The model is constructed on a fixed circular base inscribed in a mobile corona, which in turn is connected to a vertical transmission shaft. A helicoid structure tapering upward is mounted on the shaft, connected by braces to the rotating corona of the base. Leonardo conceived a structure inspired by the helicoid forms found in nature, as in the case of maple seeds, which can fly to great distances rotating about themselves. Here for the first time the spiral-form structure, previously used since antiquity in the field of hydraulics, is applied to flight and air. In the notes accompanying the drawing, he specifies the measures for the base (8 Florentine braccia, about 5 m) and the materials: wood, cord, and starched linen canvas.

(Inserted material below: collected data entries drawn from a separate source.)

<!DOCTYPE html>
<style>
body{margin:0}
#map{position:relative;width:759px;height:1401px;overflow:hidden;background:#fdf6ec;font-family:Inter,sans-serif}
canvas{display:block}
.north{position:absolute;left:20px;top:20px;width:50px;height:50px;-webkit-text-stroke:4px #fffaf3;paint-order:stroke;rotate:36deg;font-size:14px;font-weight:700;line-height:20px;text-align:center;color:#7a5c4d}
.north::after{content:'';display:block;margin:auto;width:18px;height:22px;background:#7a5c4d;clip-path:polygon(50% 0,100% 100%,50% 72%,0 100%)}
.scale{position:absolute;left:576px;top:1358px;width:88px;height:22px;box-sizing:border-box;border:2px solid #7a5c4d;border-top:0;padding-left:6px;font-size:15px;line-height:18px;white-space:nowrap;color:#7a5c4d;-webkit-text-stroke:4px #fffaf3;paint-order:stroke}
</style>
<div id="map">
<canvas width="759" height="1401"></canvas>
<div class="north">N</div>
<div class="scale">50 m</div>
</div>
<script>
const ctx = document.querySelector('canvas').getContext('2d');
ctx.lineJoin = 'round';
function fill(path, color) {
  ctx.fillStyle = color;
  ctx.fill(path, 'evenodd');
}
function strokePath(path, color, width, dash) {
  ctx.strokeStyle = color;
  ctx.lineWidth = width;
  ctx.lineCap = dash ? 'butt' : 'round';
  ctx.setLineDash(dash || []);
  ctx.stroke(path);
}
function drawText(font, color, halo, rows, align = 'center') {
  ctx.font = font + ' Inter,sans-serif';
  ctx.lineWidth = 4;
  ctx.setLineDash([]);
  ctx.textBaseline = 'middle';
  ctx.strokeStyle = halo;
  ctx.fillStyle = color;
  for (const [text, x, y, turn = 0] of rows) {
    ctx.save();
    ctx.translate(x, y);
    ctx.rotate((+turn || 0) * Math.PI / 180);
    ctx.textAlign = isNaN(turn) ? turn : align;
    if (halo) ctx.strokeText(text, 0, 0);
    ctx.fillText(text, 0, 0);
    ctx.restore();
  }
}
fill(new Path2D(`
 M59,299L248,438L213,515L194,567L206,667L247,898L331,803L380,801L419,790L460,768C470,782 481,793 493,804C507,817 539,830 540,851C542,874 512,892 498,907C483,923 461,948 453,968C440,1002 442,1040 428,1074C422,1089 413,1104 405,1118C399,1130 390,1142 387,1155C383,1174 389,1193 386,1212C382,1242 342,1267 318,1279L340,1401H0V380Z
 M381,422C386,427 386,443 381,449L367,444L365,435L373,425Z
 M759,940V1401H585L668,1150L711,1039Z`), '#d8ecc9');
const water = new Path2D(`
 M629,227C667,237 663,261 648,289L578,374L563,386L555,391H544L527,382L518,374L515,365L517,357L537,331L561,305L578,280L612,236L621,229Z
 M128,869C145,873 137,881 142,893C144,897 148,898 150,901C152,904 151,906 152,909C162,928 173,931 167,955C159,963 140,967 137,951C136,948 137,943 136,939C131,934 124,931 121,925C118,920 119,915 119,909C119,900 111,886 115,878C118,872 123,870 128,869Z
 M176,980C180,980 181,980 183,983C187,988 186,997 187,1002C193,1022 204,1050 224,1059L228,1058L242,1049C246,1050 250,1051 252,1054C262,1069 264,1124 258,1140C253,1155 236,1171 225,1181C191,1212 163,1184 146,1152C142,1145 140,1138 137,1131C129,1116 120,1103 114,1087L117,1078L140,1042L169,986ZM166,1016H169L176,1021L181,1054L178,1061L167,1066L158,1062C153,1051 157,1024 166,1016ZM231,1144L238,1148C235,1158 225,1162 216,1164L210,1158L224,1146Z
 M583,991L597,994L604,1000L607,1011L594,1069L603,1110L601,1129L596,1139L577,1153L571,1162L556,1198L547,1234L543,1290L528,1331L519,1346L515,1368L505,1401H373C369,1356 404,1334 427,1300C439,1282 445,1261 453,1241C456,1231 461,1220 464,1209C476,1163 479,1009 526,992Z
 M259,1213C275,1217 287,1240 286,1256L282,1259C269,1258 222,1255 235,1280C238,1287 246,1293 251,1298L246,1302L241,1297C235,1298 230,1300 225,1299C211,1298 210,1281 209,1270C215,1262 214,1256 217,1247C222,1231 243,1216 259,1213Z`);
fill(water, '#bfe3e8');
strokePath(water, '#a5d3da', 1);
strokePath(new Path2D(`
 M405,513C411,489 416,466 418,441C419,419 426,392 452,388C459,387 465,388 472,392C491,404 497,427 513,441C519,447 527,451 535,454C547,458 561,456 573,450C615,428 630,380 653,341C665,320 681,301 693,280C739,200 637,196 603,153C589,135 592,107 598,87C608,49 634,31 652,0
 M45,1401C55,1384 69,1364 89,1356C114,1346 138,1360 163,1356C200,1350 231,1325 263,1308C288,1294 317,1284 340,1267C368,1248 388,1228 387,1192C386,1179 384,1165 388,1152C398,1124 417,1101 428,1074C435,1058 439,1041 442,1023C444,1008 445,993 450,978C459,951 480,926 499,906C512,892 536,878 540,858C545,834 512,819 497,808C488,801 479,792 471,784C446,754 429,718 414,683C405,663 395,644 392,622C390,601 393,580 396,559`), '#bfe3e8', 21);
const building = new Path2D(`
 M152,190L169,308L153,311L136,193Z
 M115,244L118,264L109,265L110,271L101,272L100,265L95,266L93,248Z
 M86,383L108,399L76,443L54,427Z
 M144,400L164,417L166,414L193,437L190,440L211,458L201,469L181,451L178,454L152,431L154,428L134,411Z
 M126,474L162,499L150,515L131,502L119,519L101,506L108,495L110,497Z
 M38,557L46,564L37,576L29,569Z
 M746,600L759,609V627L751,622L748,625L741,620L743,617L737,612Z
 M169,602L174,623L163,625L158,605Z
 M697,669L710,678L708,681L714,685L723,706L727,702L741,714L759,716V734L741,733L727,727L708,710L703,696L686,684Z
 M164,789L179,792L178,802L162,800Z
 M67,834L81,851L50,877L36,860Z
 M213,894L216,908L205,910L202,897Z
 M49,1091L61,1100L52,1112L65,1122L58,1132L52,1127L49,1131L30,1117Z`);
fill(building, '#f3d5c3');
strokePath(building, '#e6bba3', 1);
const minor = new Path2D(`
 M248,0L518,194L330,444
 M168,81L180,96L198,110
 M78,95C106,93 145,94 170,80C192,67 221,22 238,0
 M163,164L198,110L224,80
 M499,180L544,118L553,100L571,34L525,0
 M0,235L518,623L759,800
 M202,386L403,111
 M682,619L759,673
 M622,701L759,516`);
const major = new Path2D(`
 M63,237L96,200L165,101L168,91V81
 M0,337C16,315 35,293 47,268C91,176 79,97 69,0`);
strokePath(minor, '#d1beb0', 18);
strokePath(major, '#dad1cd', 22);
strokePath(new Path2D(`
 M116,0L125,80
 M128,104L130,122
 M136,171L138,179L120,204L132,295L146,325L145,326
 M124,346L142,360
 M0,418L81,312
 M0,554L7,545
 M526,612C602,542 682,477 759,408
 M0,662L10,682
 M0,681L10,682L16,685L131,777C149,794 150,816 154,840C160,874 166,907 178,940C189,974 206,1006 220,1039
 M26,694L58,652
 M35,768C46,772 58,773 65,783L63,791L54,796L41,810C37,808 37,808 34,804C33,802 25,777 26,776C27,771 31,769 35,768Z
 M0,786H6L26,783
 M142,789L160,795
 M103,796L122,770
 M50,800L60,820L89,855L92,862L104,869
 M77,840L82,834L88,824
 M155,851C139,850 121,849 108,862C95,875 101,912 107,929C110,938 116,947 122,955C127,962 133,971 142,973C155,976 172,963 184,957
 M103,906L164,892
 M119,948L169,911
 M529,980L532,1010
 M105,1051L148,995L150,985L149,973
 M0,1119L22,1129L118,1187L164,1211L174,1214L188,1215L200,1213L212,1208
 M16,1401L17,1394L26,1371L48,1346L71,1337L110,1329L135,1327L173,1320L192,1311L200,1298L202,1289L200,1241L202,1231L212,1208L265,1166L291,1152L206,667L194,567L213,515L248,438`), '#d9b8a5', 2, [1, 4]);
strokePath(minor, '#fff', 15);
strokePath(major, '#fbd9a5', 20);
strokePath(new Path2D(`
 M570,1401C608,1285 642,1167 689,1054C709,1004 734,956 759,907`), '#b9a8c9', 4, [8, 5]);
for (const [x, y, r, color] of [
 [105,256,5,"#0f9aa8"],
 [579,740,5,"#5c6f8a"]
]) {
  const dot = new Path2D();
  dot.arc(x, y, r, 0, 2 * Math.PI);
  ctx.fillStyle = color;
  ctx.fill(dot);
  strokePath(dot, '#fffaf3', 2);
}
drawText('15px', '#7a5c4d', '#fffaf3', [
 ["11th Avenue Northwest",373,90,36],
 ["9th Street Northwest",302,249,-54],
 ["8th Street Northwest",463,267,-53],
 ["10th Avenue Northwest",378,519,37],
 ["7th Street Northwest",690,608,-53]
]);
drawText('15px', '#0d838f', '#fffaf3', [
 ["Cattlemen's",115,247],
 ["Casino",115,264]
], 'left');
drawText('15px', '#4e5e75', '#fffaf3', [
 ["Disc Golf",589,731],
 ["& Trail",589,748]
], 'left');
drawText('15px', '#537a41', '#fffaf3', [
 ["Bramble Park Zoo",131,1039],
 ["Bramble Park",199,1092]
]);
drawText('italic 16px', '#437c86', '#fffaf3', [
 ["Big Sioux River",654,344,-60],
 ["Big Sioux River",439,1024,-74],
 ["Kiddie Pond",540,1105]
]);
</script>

The machine could not have functioned, considering its theoretical weight and the insufficient energy that would have been produced by the four men moving it, at least according to the interpretation provided by the model’s project designers, Soldatini and Somenzi, who perhaps went a bit beyond the elements effectively drawn by Leonardo. In a study of a small-scale prototype, Leonardo probably was thinking of a mechanism actuated by a spring or a cord. He even suggested limiting the experiment to making a small paper model, conscious that an actual-size realization would never have been able to function, primarily because of the obvious lack of suitable motor.